The secretary said no one knows how Saddam Hussein will react to the United Nations resolution. "(We don't know) whether or not he'll come to a conclusion that it's all over and go ahead and disarm," Rumsfeld said. Nor does anyone know, he added, whether Hussein will stay in Iraq, try to hold his weapons of mass destruction and fight.
Rumsfeld said another unknown is that no one knows how the United Nations will react. "The United Nations sat there for years with 16 resolutions being violated," he said. "Just as we've seen a pattern of behavior with Saddam Hussein, we've also seen a pattern of behavior on the part of the United Nations. Only time will tell what the membership will conclude. I have no idea what it is."

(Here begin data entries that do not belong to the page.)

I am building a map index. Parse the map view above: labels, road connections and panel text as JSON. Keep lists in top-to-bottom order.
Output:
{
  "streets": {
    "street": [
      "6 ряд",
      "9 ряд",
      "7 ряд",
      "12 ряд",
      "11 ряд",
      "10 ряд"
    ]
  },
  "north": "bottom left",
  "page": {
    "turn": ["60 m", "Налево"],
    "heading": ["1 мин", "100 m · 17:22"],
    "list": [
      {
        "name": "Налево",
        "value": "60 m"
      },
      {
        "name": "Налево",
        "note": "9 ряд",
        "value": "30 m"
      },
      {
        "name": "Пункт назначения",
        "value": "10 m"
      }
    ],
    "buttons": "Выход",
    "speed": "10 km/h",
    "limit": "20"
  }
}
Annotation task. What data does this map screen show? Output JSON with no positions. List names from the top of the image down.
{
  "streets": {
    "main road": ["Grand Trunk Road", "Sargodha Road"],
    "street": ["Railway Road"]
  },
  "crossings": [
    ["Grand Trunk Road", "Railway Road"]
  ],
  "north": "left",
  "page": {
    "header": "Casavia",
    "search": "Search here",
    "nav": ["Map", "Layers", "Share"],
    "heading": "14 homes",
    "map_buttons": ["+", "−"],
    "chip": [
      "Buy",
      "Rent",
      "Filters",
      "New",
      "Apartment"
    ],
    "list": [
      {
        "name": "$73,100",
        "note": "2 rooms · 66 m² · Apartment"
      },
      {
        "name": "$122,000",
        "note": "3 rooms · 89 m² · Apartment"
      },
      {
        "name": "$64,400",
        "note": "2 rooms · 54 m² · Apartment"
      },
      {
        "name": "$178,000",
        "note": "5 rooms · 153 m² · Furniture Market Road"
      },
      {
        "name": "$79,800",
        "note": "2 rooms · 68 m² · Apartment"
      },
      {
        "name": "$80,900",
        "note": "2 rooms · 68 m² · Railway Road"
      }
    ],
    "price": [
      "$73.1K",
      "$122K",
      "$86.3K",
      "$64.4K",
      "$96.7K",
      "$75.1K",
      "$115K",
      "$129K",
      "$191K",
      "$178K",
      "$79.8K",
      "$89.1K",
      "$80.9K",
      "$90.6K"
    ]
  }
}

Rumsfeld said he didn't know if Annan's thinking represented "the center of gravity" of the Security Council. "He's certainly the secretary-general and he has a voice and a role," Rumsfeld said. But the tenor of the assembly can change also. The secretary said the organization seemed "quite happy" to continue with the status quo until President Bush addressed the United Nations Sept. 12. After that speech and concerted diplomatic pressure, the vote for the Security Council resolution was unanimous.
The secretary also noted that DoD is getting responses from allies regarding possible use of force against Iraq. He said they fall into five general groups:
- Allies who want to start planning now for possible use of force with or without the U.N. resolution.
- Those who would like to be helpful and begin planning now, but who would only go along if they have a U.N. resolution sanctioning the use of appropriate force by member states.
- Allies would be willing to provide other assistance to a U.S.-led coalition -- such as hosting forces, overflight rights, backfilling American units and so on.
- "A fourth category might be, 'We don't want to help,'" Rumsfeld said.
- Several countries have indicated they would be willing to cooperate with coalition humanitarian assistance efforts in Iraq in the event force is used and Saddam Hussein falls from power.
Rumsfeld said many countries are participating because they realize the coalition buildup taking place and the cooperative arrangements being fashioned create a better environment for the United Nations. "It ought to persuade the Iraqis that the United Nations and the coalition countries are serious," he said.